User:Conseo-Polyc0l0rNet/Trees of Transactions
Contents |
A voter's count engine?
Counting is technically the core of each voting mechanism and the realization of the overall process. Traditionally counting mechanisms are subject to debate and there is a whole scientific discourse about which counting methods (simple majority rule, 50% rule, Schulze-method, Concordet, 2/3-majority and so on) are appropriate and "fair". The paradox is that the counting method is treated as some objective agreement finder, while the intention of the tool is said to help people express their unfiltered opinion. At least there is a certain bias towards organisational schemes in most of these debates, because the method is chosen as being objective for all participants.
Votorola has modelled a delegational tree as the basis for consent and does not suspend this data structure prematurely for some counting mechanism. In fact different counting mechanisms can traverse the tree behind one end-candidate and treat different properties (e.g.: counts as numbers) of nodes (voters), differently. Since every voter is supposed to be in total control of the node representing her, counting decisions "through" her node can be driven by her.
In programming such an approach can be called lazy. The idea behind lazyness is to defer calculating a result until it is needed. A general side effect of lazyness is keeping the original data structure in tact. It is always possible to save all determining history of a computation in a timely manner as a log and recalculate ("replay") any resulting state later.
Requirements for a voter "programmable" count-engine
Openness to voter-defined counting mechanisms
The term programmable here is not meant to be as the action the voter has to do (although she could), but rather as the perspective of openness and freedom towards different voter expressions in their node. While the consensual outcome dictates that you decide upon one candidate, it doesn't tell how you forward your own resources and delegated votes. If conditions have to be fulfilled to draw votes, then it is also open to the voter to accept votes or ignore them. These decisions can be sophisticated and cannot be determined by the tool.

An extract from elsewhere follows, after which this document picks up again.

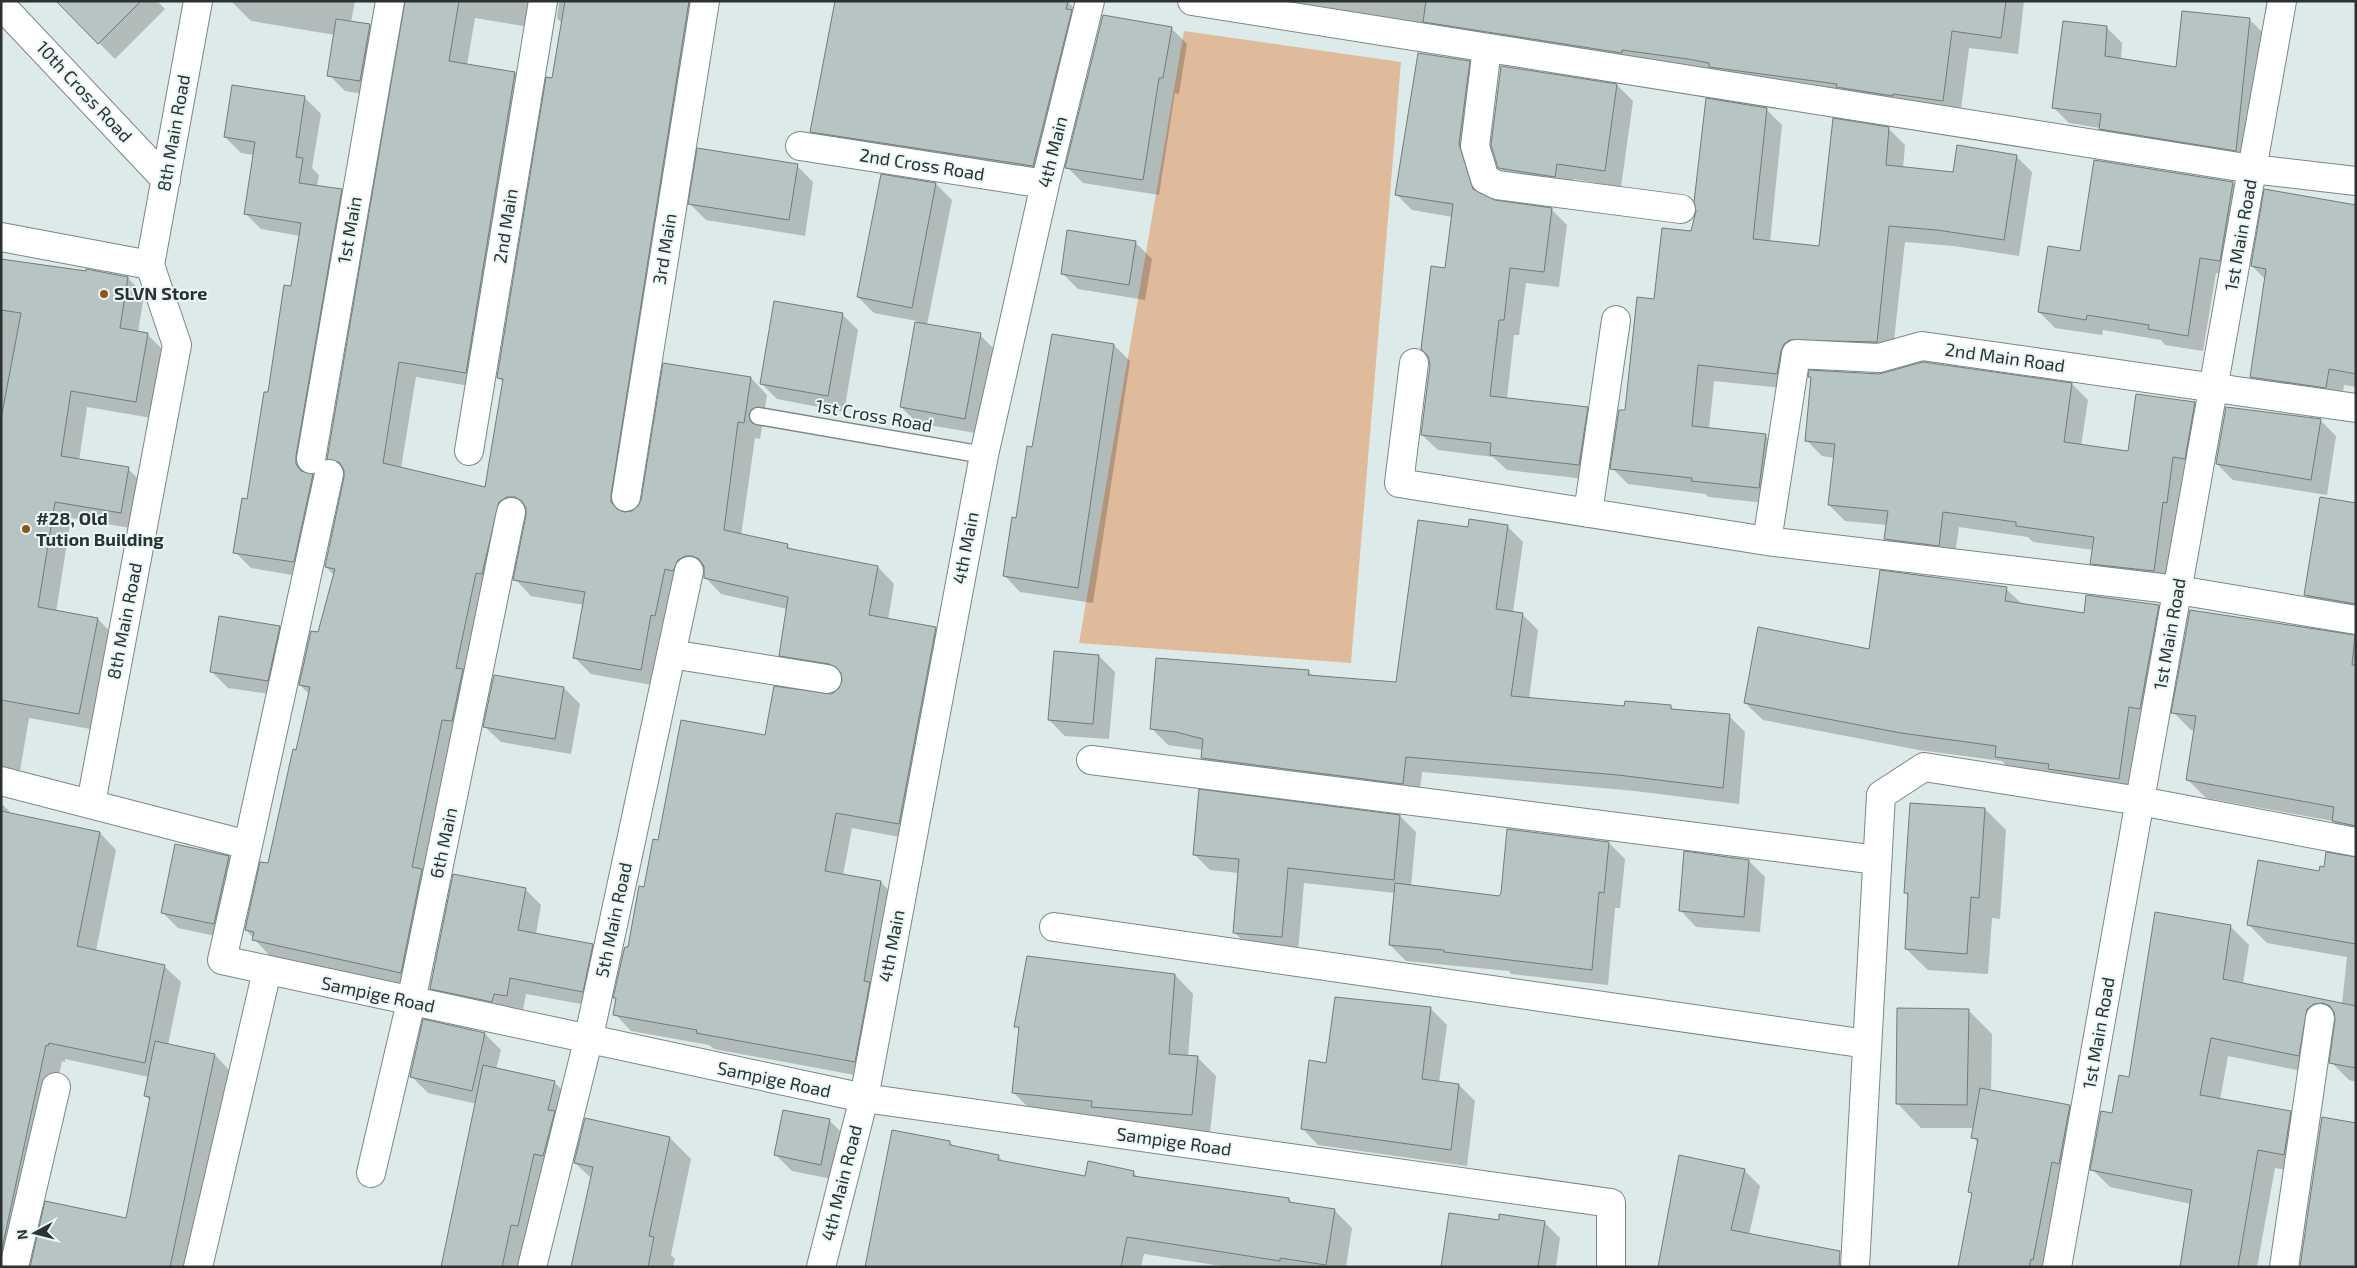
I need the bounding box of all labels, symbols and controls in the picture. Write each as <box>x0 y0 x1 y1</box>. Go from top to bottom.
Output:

While in many cases this might not be necessary or even reasonable (e.g. to split and keep some votes), in some cases it will be necessary to build sophisticated collective plans of resource flow. It also puts the voter in total control and disqualifies "objective" counting methods.
Correctness
Votorola keeps a log of snapshots for all counts, so voters can already transparently check the counting. Voters are also supposed to confirm votes and resources before they are applied to a plan (agreement is reached).
Still, having different counting methods needs the tooling to have non-conflicting (proven) tree-traversal mechanisms. Not only is this necessary for voters to trust the tool, but is also important to avoid deadlocks and twisted problems in counting.
Defining a functional zipper [1] of the tree would allow the definition of very simple, external functions for node traversal.
Liveness
Collaborative applications often benefit from quick updates. Vote changes should therefore be available quickly and continously to encourage contributors by the very action of the other voters, if possible.
At the moment Votorola has a 4 hour interval of counting, which might be enough for long term legislative plans, but not for every day economical organisation. Votorola's current compromise is that your own changes are shown to you immediatly.
Historical data
Counting in certain intervals defies historical data. If snapshots and vote-logs of a server exist, any historical situation can be reproduced by taking the latest snapshot before the point of interest and applying all events between the time of the snapshot and point of interest from the log.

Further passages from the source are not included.